Future Hall of Famer Derek Carr did what those scrubs Peyton Manning and Aaron Rodgers couldn’t do against the Buffalo defense: throw a touchdown. 

2. NFC South

THE 6-9 FALCONS TAKE ON THE 6-8-1 PANTHERS FOR THE NFC SOUTH DIVISION CROWN!!!!!!

3. Dolphins/Vikings Fourth Quarter

This game was 17-14 when the fourth quarter started. The final score ended up being 37-35. This fourth quarter had it all: touchdowns, field goals, safeties, two point conversions, bad coaching, and everything in between. 

4. Saturday Night Football

Where have these primetime games been all season? 

5. Jim Harbaugh To Michigan

It’s going to happen and we all know it. Did you see the 49ers blow that lead on Saturday? Harbaugh would much rather be in Michigan making more money and playing in the whatever conference Michigan plays in that isn’t the SEC. 

6. “Thanks For Asking”

Marshawn Lynch might be the best interview in sports right now. 

7. FIRED UP JIMMY CLAUSEN!

I love Bears fans who actually want Clausen to start next season just because he was fired up and ready to fight the entire Detroit defense.
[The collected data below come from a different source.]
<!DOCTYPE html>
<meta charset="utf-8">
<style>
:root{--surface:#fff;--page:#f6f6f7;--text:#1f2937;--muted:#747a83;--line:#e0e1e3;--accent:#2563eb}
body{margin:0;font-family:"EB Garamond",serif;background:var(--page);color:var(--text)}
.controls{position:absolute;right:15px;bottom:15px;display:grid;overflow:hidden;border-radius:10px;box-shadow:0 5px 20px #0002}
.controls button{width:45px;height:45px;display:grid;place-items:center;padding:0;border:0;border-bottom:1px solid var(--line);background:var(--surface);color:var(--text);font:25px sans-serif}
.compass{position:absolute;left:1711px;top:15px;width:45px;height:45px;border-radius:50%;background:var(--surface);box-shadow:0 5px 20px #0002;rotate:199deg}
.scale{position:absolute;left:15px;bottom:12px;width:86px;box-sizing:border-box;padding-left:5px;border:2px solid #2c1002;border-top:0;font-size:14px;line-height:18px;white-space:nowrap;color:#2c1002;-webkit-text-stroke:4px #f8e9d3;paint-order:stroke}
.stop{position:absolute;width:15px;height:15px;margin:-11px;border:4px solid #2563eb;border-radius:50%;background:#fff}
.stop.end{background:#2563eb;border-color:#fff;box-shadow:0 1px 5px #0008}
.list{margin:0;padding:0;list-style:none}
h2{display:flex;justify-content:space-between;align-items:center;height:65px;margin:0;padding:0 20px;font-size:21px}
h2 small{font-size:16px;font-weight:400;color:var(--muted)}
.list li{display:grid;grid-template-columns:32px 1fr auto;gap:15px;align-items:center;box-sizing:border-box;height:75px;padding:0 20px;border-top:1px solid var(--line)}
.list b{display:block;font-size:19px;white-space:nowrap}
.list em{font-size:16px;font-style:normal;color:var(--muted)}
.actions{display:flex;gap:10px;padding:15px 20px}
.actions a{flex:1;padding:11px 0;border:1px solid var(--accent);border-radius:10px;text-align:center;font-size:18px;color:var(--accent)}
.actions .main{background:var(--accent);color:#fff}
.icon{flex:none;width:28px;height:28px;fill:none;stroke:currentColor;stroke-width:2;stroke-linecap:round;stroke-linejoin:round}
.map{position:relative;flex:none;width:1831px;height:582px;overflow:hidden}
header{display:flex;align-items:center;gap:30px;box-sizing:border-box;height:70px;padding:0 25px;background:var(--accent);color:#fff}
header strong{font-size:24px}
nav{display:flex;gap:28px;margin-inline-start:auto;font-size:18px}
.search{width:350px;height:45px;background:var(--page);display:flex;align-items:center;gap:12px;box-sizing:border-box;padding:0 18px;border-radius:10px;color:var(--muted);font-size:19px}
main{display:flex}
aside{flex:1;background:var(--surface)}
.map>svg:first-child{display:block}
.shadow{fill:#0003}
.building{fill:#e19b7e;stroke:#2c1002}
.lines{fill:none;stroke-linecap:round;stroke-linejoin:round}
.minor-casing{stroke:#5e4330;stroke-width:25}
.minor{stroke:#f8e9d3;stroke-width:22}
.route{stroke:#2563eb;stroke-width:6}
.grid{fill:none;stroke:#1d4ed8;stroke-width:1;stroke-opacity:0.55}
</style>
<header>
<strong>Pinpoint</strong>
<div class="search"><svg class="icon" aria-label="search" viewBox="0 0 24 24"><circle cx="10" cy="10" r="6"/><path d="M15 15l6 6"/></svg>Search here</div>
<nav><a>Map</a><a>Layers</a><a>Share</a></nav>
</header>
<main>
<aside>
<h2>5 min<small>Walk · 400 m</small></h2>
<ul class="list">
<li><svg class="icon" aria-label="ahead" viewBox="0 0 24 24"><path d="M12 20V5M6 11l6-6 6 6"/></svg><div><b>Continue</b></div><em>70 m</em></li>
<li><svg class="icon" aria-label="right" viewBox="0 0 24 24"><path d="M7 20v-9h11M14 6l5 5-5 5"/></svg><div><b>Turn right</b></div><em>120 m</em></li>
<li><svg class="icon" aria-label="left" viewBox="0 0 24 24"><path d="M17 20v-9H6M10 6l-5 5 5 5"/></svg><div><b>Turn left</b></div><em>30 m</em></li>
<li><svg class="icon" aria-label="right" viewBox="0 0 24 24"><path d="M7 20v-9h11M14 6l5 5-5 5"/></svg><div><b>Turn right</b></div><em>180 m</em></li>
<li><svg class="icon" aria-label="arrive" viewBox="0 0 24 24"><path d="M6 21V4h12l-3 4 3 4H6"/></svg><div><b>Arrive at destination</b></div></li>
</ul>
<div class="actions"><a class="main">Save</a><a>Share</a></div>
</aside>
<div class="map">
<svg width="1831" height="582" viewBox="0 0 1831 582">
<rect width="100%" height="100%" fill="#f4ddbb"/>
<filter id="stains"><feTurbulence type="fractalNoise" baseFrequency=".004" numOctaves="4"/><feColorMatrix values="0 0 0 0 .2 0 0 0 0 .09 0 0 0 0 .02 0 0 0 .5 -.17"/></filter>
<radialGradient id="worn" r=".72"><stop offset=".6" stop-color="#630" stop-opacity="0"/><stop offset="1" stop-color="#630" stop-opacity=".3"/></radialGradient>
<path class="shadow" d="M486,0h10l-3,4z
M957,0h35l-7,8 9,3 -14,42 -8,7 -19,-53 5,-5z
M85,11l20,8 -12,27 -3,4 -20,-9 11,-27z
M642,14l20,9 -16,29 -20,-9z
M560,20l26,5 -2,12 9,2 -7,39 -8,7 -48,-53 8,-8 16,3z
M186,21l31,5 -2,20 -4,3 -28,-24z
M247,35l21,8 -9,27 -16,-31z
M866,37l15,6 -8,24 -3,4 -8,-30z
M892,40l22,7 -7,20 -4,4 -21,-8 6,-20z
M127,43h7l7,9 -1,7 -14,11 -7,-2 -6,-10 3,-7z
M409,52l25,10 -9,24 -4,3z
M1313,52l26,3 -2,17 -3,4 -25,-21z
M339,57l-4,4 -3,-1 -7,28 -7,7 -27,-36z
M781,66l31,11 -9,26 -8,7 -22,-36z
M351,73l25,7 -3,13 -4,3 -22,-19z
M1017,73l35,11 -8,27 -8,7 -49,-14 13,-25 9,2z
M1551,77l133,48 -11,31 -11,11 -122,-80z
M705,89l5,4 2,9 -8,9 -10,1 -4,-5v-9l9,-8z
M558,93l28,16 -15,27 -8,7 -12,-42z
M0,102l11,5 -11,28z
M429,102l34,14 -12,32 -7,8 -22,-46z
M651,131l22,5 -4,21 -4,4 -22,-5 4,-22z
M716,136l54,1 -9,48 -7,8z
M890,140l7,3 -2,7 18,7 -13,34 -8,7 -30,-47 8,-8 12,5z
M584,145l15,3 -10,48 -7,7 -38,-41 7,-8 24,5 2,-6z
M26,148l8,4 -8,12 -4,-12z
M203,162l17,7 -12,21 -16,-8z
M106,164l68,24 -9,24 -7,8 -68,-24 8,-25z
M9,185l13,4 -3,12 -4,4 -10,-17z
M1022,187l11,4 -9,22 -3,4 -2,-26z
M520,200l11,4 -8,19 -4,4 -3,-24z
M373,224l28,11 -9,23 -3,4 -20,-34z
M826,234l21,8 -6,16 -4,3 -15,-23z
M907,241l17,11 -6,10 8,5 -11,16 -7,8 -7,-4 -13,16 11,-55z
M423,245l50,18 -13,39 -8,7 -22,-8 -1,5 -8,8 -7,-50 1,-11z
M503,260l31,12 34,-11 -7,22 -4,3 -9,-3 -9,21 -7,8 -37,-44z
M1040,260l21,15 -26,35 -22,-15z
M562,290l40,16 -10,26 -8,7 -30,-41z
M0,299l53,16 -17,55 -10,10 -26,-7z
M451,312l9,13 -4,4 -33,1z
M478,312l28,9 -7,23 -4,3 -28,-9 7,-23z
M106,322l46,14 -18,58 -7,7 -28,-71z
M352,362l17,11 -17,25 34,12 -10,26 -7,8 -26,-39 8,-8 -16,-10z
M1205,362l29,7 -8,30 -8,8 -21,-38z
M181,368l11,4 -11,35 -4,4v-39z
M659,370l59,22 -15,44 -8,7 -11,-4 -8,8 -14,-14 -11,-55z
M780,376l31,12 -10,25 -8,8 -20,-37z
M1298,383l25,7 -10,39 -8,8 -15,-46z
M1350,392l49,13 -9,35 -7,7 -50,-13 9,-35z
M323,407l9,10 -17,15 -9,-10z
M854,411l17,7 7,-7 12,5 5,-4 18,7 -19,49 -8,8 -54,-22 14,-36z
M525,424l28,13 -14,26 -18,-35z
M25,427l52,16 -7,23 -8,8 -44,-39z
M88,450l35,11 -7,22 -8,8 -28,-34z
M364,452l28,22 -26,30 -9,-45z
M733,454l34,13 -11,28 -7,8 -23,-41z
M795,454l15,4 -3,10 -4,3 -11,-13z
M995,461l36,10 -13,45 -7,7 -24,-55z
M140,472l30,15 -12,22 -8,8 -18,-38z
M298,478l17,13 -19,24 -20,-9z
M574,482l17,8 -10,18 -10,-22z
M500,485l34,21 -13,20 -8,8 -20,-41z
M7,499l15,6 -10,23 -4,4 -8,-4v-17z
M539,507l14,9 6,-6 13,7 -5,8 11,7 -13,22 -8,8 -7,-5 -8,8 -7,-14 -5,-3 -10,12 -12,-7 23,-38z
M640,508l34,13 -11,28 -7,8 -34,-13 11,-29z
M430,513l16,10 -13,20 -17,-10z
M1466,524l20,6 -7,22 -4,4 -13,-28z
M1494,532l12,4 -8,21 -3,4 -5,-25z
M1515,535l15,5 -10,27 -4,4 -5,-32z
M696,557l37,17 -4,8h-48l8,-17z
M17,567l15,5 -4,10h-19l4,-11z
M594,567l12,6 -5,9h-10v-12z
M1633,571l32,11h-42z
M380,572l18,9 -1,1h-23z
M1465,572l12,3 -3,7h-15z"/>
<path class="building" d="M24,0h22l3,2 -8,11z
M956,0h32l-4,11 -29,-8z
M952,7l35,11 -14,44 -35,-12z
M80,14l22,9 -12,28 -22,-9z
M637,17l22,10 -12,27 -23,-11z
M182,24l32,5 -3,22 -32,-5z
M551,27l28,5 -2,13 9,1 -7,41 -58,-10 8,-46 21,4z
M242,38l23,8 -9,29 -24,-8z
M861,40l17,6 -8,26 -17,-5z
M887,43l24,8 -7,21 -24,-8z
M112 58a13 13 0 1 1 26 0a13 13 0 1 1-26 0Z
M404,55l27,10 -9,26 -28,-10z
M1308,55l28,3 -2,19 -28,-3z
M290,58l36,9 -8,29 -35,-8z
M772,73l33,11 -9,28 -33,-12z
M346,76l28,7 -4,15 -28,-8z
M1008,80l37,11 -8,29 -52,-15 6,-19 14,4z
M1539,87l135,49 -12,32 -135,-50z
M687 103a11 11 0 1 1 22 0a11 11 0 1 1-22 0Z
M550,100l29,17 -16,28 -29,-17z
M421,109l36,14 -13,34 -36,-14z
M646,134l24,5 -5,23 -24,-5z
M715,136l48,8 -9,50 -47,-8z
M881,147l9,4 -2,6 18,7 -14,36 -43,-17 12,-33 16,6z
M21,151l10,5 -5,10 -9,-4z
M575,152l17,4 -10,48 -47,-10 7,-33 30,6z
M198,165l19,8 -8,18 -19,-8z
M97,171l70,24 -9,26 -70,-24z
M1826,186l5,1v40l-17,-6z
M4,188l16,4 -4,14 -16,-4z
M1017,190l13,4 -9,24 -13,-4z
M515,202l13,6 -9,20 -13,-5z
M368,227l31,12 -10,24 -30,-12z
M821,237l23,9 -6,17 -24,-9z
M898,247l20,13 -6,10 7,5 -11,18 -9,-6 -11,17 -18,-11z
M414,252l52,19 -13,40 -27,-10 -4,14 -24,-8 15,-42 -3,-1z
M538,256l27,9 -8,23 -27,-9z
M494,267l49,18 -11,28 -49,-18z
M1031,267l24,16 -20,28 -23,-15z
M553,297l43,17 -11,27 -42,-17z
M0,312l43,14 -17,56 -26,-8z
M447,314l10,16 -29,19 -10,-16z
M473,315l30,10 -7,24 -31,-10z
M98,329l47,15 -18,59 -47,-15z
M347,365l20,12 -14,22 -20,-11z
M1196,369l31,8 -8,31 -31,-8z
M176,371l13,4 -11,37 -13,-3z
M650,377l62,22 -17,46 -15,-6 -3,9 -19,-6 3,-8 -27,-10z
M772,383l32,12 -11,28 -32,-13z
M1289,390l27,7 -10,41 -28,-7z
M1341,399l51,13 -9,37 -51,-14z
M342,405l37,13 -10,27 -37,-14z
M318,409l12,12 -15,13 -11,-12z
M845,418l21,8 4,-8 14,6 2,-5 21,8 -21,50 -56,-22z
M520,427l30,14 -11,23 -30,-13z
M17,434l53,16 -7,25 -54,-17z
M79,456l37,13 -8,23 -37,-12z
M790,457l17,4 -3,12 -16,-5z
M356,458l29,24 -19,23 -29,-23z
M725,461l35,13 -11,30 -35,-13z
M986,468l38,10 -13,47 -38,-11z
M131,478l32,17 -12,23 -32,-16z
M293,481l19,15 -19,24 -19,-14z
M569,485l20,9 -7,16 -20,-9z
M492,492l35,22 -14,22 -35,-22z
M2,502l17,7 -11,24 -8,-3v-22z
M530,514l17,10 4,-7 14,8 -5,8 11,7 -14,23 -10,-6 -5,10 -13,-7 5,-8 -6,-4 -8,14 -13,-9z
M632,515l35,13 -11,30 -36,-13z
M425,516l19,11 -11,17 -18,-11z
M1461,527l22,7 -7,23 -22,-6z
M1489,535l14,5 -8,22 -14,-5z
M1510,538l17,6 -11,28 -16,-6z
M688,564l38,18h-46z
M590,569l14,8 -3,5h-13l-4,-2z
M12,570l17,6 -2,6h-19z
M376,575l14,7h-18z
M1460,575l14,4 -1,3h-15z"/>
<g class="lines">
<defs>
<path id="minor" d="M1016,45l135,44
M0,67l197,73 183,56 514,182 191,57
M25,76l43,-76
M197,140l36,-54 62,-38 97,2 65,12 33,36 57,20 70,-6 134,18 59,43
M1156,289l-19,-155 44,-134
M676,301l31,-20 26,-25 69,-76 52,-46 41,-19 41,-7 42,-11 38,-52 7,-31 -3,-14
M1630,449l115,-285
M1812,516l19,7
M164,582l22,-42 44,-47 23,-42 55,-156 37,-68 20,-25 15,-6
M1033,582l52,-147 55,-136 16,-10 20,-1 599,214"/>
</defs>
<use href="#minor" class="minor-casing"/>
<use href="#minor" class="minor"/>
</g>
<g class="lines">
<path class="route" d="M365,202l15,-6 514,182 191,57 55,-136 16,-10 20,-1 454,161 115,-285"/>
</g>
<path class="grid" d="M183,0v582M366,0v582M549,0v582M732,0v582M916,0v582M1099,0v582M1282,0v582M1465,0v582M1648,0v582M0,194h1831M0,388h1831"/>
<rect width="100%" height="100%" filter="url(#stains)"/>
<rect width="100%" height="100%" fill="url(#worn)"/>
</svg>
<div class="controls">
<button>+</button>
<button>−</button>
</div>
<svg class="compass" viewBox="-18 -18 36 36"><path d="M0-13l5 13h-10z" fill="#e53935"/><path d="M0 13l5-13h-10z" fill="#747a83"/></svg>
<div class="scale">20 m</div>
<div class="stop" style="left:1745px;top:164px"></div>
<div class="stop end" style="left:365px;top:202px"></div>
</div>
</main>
Showing emotion doesn’t make you a good quarterback. 

8. Primetime Bengals

I’m not sure if Cold Weather Manning lost or the Primetime Bengals won, but I’ll show the Bengals some love just so Steve Cook doesn’t think I’m bias against his team. 

9. People Who Watched Thursday Night Football

God bless you. You’re a better man than I. In fact, I didn’t even know there was a Thursday night game this past week. 

10. The INT Battle

With one week left and it looks like Jay Cutler won’t be able to sit on his lead. Can Blake Bortles regain the title he’s held all year? TUNE IN SUNDAY (or whatever day the Bears and Jags play) TO FIND OUT!

NFL MVP


20. The Real MVP

We have one week left in the regular season and I have no clue who the MVP is. Aaron Rodgers is probably the front runner, but he hasn’t run away with it as Tom Brady, DeMarco Murray and Tony Romo are all in the mix and you can’t count out J.J. Watt if the Texans make the playoffs. 

32. Geno Smith

Once again, Geno wasn’t all that bad. But he’s still Geno Smith and he’s playing in meaningless games. No one shines brighter when the lights are off than Geno Smith. 

52. Cardinals QB Situation

The Cardinals could’ve been a legit threat in the playoffs with their defense, but with a fourth string rookie quarterback, I don’t like their chances. 

88. Wealthy Jerry Jones

This guy should be backing the dump truck up to the door of Dez Bryant. Get out of here with this “franchise tag” talk. 

183. Cold Weather Peyton Manning

I can’t wait to bet against Manning and John Fox in the playoffs. 

500. Buffalo Bills Rushing Attack

13 carries for 13 yards. If only they ran the ball 100 times. 

1000. New Orleans Saints

What the hell happened to this team? I thought they had the NFC South locked down after beating the Packers and Panthers, but then they lost three straight games before winning at Pittsburgh. They still controlled the NFC South, because the division is that bad, but got drubbed by the Panthers. However, they still controlled the division (did I mention that it’s really bad?) before losing to the Falcons this past week and being officially eliminated from winning the division. This team used to be unbeatable at home but they went 3-5 this year in the Superdome. Maybe they would’ve been better off playing in the Silverdome.